### Problem requirements
Exactly the lines from the start of the data through the line containing "Give bounding boxes for the labels" should be output, with both ends kept and nothing added.

Stored dataset items

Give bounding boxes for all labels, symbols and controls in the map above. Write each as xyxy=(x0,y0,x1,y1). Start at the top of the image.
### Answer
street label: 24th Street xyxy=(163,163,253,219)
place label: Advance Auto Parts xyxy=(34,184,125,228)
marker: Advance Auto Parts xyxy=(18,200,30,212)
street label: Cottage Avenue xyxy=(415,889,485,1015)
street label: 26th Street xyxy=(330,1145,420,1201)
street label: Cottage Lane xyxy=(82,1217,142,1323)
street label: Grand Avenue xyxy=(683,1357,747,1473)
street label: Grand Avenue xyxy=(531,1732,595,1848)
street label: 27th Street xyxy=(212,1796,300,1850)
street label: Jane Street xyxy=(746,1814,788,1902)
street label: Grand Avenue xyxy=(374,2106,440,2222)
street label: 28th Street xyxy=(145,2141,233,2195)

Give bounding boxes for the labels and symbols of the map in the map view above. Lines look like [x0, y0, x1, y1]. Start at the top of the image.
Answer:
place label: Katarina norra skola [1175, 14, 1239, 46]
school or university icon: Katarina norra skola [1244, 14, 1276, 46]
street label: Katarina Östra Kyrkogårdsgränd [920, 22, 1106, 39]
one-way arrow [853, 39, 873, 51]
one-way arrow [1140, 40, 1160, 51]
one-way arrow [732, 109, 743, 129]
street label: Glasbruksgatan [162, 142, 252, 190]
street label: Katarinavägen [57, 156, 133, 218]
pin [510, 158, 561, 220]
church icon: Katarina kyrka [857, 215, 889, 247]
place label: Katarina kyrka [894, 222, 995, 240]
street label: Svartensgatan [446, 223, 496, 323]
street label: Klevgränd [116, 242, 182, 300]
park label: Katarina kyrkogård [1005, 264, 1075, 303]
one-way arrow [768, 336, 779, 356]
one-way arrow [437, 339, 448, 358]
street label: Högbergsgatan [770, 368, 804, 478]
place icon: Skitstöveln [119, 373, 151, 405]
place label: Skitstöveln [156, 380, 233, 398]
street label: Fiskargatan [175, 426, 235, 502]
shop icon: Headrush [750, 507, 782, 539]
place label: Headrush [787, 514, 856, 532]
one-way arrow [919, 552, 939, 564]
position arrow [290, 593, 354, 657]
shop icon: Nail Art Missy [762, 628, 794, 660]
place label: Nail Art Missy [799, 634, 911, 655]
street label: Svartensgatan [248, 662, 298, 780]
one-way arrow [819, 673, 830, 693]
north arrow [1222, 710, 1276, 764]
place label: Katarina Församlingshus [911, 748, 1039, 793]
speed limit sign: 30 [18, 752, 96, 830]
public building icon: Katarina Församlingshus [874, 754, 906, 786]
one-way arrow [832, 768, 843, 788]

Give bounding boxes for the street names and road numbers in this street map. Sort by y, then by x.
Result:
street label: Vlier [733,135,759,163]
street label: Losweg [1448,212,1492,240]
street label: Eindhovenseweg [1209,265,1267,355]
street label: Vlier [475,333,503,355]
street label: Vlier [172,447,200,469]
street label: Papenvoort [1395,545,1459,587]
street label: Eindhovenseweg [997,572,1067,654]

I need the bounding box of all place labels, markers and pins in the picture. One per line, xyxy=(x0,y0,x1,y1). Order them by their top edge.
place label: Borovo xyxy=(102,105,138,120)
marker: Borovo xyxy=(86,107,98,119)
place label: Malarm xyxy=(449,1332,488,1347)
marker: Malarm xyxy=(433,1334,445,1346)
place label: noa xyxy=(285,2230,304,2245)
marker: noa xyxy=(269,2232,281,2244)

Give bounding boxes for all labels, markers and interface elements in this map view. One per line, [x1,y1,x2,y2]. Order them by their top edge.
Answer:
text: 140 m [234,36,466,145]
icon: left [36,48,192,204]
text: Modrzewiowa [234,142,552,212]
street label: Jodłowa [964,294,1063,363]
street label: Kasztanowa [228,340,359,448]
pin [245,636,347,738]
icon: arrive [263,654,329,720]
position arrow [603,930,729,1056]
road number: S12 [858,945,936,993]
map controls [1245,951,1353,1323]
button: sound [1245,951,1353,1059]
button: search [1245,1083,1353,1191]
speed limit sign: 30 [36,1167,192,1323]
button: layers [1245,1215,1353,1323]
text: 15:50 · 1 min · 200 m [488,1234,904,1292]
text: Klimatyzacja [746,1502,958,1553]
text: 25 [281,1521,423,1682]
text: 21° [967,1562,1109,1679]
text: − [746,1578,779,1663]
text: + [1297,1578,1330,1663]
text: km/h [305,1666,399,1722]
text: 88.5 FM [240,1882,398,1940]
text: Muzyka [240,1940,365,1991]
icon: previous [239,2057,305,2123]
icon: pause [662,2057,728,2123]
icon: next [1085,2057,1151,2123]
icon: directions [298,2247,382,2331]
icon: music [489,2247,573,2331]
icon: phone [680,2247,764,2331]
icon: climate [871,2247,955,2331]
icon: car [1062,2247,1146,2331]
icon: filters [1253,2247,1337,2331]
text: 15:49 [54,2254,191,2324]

### Exercise result
Give bounding boxes for all labels, symbols and controls in the map above. Write each as xyxy=(x0,y0,x1,y1). Start at the top of the image.
### Answer
street label: 24th Street xyxy=(163,163,253,219)
place label: Advance Auto Parts xyxy=(34,184,125,228)
marker: Advance Auto Parts xyxy=(18,200,30,212)
street label: Cottage Avenue xyxy=(415,889,485,1015)
street label: 26th Street xyxy=(330,1145,420,1201)
street label: Cottage Lane xyxy=(82,1217,142,1323)
street label: Grand Avenue xyxy=(683,1357,747,1473)
street label: Grand Avenue xyxy=(531,1732,595,1848)
street label: 27th Street xyxy=(212,1796,300,1850)
street label: Jane Street xyxy=(746,1814,788,1902)
street label: Grand Avenue xyxy=(374,2106,440,2222)
street label: 28th Street xyxy=(145,2141,233,2195)

Give bounding boxes for the labels and symbols of the map in the map view above. Lines look like [x0, y0, x1, y1]. Start at the top of the image.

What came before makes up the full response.